Sebelum boneka-boneka itu diberikan pakaian, maka boneka-boneka ini dilambangkan dengan pengawal Sadohe dan istrinya. Adapun boneka-boneka yang berada di kuil besar yang juga berada di halaman rumah kepala desa dianggap mewakili Mangkubi’ dan istrinya.
Pasca Tolu Gobi’i dan Akhir Ritual
Saat ritual tolu gobi’i (tiga malam) berlalu, semua orang akan berkumpul di desa lalu mereka kembali mengundang roh-roh untuk dibuatkan tempat persembahan di halaman depan rumah mereka. Pada tempat persembahan itu diletakan tempat makanan yang nantinya ditempati roh-roh yang diundang.
Di pagi hari ketika ritual di atas dilaksanakan pada malam sebelumnya, maka semua masyarakat sibuk memasak persembahan untuk diberikan kepada para roh-roh yang diundang. Saat malam hari tiba semua masyarakat datang untuk mengantarkan makanan yang telah selesai dimasak untuk diletakan di tempat persembahan (kuil) yang telah mereka buat di masing-masing halaman rumah mereka. Masyarakat lalu menuruni tangga kuil persembahan yang mereka buat lalu mulai mengundang roh-roh leluhur untuk makan sesajian.
Saat para roh diyakini telah datang, semua orang lalu berkumpul dan mengantar makanan yang telah disediakan di halaman rumah mereka. Roh yang dipanggil akan dituangkan air oleh para hadiri serta mokokapoi’ untuk mencuci tangan. Mereka memanggil semua roh jahat di sekitar mereka yang diantara mereka juga ada Mangkubi’ yang baru saja diberikan pengorbanan. Masyarakat bahkan mengejar roh-roh ini sampai ke rumah-rumah mereka di ujung desa.
Saat ritual telah selesai dilaksanakan, semua orang diminta berkumpul untuk melaporkan bagaimana jalannya ritual, apakah berhasil atau memiliki kendala. Bila dirasa semua ritual telah berjalan lancar maka seorang tetua akan berbicara sembari memohon berkah kepada roh-roh itu sambil berkata:
“Sekarang kami telah menerima Anda dengan hormat dan juga telah kami berikan persembahan dan makanan. Semoga Anda akan melimpahkan kebaikan terhadap perbekalan kami seperti ternak dan hewan peliharaan sehingga makin berlimpah dan tanaman-tanaman kami akan semakin subur, anak laki-laki kami yang sakit diberikan kesehatan dan kekuatan sehingga nanti kami akan bertemu dilain waktu dan mengundang anda untuk diberikan persembahan seperti makanan dan lain-lain lagi.”
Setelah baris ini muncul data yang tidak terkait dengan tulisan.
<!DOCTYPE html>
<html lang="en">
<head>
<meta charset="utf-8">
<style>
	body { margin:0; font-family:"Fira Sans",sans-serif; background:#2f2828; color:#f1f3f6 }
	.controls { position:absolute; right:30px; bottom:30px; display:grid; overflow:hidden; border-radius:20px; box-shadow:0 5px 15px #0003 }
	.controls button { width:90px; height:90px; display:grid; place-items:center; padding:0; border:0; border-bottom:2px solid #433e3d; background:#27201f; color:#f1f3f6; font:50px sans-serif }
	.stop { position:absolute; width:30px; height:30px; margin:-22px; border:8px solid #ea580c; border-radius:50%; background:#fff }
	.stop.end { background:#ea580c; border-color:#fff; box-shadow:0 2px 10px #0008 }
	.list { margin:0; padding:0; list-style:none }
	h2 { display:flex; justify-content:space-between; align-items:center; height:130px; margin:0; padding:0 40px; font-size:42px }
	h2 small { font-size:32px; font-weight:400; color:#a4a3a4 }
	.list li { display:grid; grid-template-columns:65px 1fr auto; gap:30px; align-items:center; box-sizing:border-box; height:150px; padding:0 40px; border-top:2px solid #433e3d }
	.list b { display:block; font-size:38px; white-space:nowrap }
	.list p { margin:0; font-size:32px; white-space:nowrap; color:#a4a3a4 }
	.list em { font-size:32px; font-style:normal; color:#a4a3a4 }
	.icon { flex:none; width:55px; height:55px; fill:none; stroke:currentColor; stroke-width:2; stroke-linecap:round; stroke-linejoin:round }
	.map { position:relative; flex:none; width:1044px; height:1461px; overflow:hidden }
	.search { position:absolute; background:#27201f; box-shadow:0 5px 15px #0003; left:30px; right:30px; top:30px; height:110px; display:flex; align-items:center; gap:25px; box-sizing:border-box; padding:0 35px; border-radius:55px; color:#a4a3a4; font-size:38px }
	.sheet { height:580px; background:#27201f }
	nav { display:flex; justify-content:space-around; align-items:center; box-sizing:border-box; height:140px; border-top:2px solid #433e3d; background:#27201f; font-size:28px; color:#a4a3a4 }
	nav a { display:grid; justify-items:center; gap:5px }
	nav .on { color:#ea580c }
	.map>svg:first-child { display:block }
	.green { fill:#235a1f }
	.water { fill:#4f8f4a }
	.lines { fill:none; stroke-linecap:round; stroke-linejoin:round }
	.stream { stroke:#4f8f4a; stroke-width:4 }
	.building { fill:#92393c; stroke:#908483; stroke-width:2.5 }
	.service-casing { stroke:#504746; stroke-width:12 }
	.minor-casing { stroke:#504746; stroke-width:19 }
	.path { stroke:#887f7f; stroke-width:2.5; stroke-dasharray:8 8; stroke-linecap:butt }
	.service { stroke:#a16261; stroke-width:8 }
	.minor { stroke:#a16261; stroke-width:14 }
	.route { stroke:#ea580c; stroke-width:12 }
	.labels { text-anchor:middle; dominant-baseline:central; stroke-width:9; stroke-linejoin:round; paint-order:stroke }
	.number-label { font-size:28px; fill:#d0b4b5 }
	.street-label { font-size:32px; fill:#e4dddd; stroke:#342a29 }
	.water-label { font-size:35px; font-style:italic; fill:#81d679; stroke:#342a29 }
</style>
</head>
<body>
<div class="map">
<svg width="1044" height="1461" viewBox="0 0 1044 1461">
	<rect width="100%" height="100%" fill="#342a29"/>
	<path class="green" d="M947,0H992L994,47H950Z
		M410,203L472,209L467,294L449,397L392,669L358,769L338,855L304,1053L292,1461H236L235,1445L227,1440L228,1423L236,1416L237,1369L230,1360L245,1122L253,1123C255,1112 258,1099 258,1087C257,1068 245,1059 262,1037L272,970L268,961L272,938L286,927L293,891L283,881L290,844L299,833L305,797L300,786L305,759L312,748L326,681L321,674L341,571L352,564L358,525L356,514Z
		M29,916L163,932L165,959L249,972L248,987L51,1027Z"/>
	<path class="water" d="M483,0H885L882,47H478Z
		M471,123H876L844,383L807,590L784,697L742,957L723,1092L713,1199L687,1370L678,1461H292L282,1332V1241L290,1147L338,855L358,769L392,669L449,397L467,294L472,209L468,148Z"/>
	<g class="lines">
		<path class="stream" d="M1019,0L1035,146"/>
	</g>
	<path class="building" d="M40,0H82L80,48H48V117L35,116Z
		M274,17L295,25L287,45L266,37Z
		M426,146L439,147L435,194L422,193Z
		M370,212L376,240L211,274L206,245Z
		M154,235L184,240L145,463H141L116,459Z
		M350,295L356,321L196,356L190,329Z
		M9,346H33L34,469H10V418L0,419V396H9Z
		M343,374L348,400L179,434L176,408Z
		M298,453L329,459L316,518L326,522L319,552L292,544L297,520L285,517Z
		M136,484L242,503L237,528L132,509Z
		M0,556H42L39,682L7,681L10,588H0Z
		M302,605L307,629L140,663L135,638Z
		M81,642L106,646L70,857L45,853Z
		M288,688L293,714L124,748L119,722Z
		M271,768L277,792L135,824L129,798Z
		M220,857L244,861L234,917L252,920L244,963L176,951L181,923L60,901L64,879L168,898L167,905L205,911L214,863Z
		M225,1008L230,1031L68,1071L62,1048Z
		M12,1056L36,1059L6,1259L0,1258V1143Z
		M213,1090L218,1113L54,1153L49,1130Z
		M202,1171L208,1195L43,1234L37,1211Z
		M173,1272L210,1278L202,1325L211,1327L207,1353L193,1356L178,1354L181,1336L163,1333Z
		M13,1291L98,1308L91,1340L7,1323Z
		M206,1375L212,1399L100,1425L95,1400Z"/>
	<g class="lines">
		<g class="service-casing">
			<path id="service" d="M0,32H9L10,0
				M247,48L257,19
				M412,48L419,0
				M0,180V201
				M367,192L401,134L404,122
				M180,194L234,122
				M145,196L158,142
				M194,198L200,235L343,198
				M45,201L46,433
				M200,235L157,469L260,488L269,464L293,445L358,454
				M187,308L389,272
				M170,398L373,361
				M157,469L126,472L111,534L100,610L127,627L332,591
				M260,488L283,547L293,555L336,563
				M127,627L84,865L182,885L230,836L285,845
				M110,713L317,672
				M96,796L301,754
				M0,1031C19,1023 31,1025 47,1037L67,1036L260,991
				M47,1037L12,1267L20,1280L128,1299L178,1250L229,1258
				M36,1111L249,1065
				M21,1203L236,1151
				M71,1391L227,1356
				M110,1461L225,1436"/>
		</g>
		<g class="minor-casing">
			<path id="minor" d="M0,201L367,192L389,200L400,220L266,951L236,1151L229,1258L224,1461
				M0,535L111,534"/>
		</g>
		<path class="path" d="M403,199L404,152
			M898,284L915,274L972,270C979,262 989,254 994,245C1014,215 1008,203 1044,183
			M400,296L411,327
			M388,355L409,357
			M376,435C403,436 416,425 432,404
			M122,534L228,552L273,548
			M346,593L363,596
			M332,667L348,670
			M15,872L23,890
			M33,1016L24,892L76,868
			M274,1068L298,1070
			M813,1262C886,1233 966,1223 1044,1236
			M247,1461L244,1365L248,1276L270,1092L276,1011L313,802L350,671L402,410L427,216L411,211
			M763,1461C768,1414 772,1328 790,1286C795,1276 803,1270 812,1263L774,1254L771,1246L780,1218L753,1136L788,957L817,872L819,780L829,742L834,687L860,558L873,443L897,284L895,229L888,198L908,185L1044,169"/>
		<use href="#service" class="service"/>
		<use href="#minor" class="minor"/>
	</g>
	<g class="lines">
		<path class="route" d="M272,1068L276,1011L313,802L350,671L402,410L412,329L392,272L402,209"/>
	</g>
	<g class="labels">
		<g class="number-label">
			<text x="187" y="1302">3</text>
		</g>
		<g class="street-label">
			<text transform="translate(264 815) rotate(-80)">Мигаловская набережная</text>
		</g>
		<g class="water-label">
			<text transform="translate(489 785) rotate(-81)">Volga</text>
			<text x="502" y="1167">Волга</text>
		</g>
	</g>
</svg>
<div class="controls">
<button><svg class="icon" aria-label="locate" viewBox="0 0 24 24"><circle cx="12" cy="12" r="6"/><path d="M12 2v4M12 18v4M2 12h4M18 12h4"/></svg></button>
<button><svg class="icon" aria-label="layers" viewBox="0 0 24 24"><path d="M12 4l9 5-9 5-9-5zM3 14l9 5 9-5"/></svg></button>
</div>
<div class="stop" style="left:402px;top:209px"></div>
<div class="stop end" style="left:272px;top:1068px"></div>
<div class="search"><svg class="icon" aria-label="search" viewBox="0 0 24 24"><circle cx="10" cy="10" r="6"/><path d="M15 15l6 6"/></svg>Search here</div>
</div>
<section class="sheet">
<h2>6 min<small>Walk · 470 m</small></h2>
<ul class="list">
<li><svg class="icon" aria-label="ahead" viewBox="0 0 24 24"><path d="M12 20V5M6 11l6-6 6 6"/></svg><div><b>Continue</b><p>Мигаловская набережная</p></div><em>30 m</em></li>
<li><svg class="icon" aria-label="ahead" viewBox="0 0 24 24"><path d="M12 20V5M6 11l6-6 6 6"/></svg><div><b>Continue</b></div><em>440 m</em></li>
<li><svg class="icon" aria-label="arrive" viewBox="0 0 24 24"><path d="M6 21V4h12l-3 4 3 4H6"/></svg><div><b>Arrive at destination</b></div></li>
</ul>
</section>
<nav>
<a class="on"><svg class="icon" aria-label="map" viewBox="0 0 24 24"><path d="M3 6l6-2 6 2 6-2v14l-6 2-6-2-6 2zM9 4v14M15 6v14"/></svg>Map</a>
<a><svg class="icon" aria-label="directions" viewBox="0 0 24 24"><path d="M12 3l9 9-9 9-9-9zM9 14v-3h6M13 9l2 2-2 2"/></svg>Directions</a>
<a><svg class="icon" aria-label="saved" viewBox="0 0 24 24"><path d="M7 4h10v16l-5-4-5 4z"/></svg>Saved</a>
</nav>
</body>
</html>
Upacara pun dilanjutkan dengan tari-tarian yang dilaksanakan masyarakat desa selama tiga-empat malam. Saat hari mulai terang dan mereka telah selesai menari akan ada empat orang mokokapoi yang akan pergi menuangkan air kelapa muda untuk menetralisir kekuatan-kekuatan yang berbahaya di berbagai sudut rumah di desa itu.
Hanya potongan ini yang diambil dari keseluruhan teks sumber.